Getting Ready to Turn Left

I have been a passenger in a car driving in left lane for km after km. It is nerve wracking & said so when we were being followed closer & closer. The driver chose to " make sure I can turn left down the road."

Exemption

The rule in section 150 does provide an exemption in (2)(b) when the driver is preparing to turn left. Of course, this must be done with reason. Preparing a few kilometers in advance is not likely to be accepted as a defence in traffic court.

Not So

I don’t think the purpose of the Keep Right Except to Pass law has anything to do with facilitating the exceeding of speed limits, either by intent or practical effect. The purpose of a multilane roadway is to allow for the smooth flow of large volumes of traffic in a safer manner than is possible on a regular two lane road where opposite land passing is required in order to overtake slower moving vehicles. Unless one is passing another vehicle, no purpose is served by driving in the left, or passing lane. The comment by the JP that you referenced is truly perplexing, as their general perspective, and that of the police, is that they don’t write the laws, they just apply or enforce them.

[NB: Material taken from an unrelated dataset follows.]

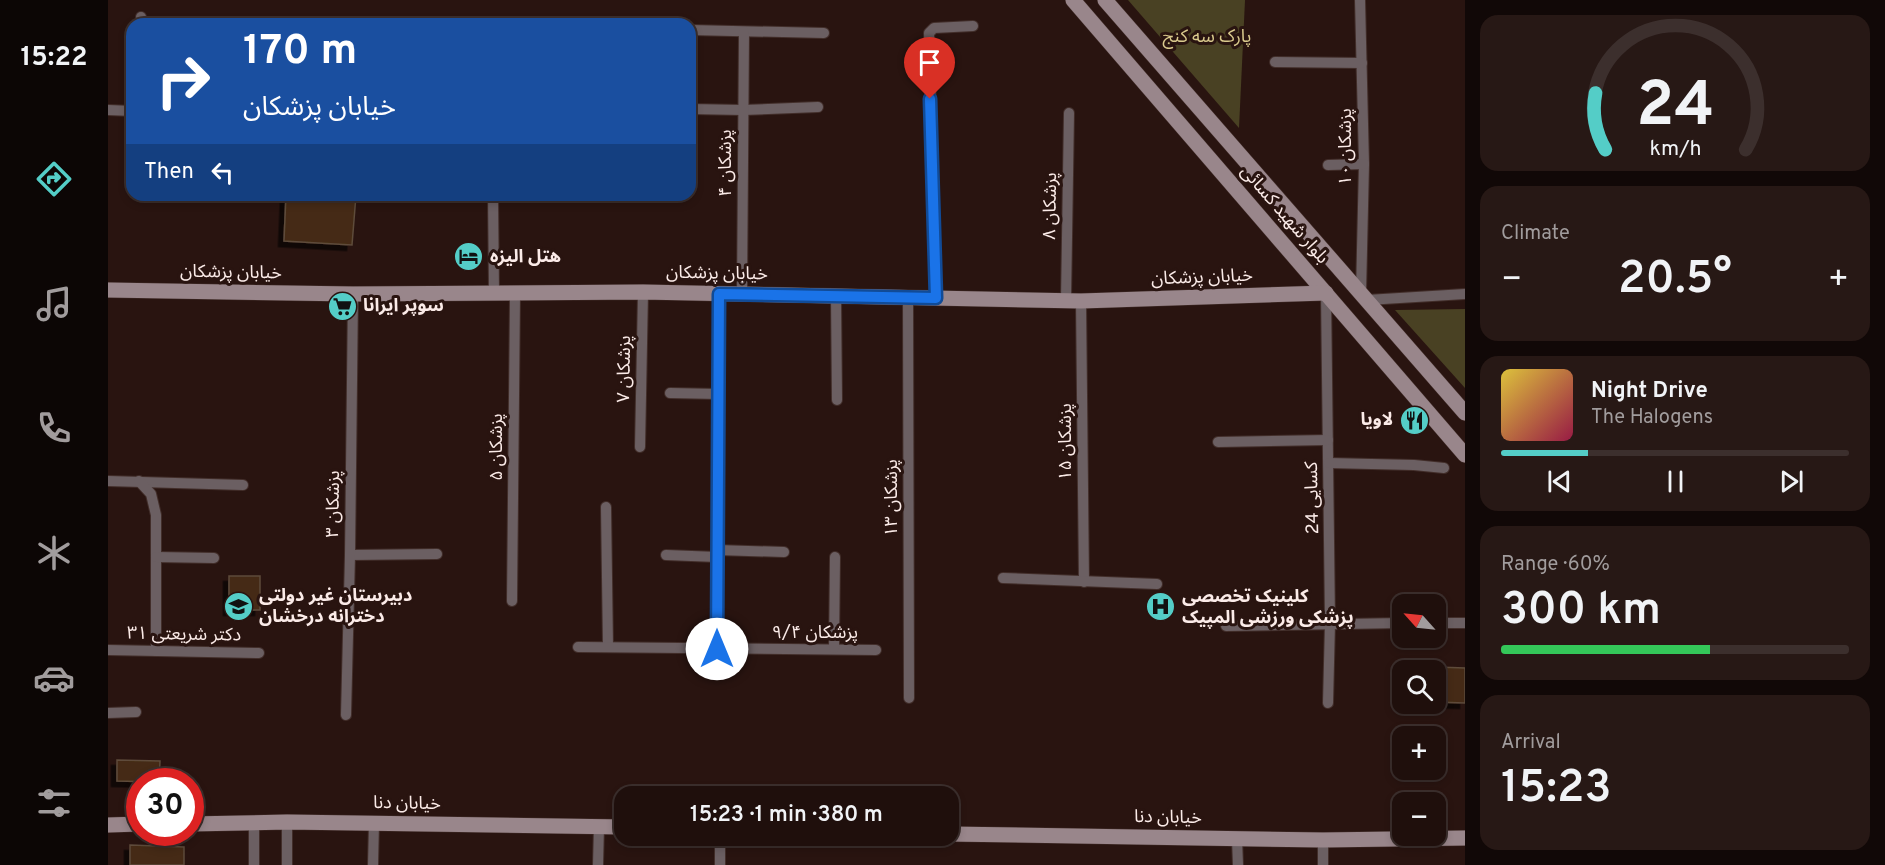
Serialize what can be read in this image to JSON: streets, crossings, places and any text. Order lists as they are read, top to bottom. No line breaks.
{"streets":{"street":["۱۰ پزشکان","۴ پزشکان","۸ پزشکان","بلوار شهید کسائی","خیابان پزشکان","۷ پزشکان","۱۵ پزشکان","۵ پزشکان","۱۳ پزشکان","کسایی 24","۳ پزشکان","۹/۴ پزشکان","۳۱ دکتر شریعتی","خیابان دنا"]},"crossings":[["۱۰ پزشکان","بلوار شهید کسائی"],["۴ پزشکان","خیابان پزشکان"],["۸ پزشکان","خیابان پزشکان"],["۸ پزشکان","۱۵ پزشکان"],["بلوار شهید کسائی","خیابان پزشکان"],["بلوار شهید کسائی","کسایی 24"],["خیابان پزشکان","۷ پزشکان"],["خیابان پزشکان","۱۵ پزشکان"],["خیابان پزشکان","۵ پزشکان"],["خیابان پزشکان","۱۳ پزشکان"],["خیابان پزشکان","کسایی 24"],["خیابان پزشکان","۳ پزشکان"]],"parks":["پارک سه کنج"],"places":{"hotel":["هتل الیزه"],"supermarket":["سوپر ایرانا"],"restaurant":["لاویا"],"school or university":["دبیرستان غیر دولتی دخترانه درخشان"],"hospital":["کلینیک تخصصی پزشکی ورزشی المپیک"]},"north":"top left","page":{"tabs":"15:22","turn":["170 m","خیابان پزشکان"],"then":"Then","tile":["Climate",["Range · 60%","300 km"],["Arrival","15:23"]],"heat":["−","20.5°","+"],"song":["Night Drive","The Halogens"],"map_buttons":["+","−"],"limit":"30","trip":"15:23 · 1 min · 380 m","gauge":["24","km/h"]}}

This JP seems to believe they have a fair amount of wiggle room in applying the law.

Two Wrongs don't make a Right

There are people who speed.  There are people who enforce speeding laws.  If you aren't one of those people who is authorized to enforce speeding laws.  Just do what you can to travel on our highways yourself, within the law.

The law says if you are in an 80 kph zone or higher and the traffic is moving faster than 50 kph if you are travelling in the left lane and you are approached from the rear by another vehicle, you must pull into the right lane when safe.  Plain and simple.

Yes, you may be travelling the speed limit, yes you may even be going over the speed limit. I invite you to read the MVA, you will note that it doesn't say "Unless you are, yourself is at or exceeding the speed limit you must pull into the right lane...."

No, it just says on the approach pull into the right lane.

Simple

Consider it this way, the person coming up on you may be the jerk that you think he/she is.  They could be an aggressive inconsiderate, discourteous, accident causing boob.  So, where do you want that driver to be in relation to your car ?  Long ahead of you, certainly not tailgating getting madder by the second.

Enforcing the law

I spent the first several years of my working career enforcing provincial laws and regulations in the resource industry.

Never once did I hear there is an exception if one is meeting this section of the code that allows one to ignore the other. In plain simple English it makes no difference what else is involved if you are breaking a section of the code you are breaking a section.

It is very common to see two or more cars pulled over at one time. Happens all the time when they have radar traps, seatbelts and cell phone checks. So why is a guy that is impeding traffic and not following the law of keep right except to pass not pulled over along with the tailgater? One could get a ticket for tailgating the other for impeding traffic. Plain simple and enforcing the laws of the province.

Police Officers and Judges are all paid to uphold the law. They are not paid to only enforce the ones they agree with.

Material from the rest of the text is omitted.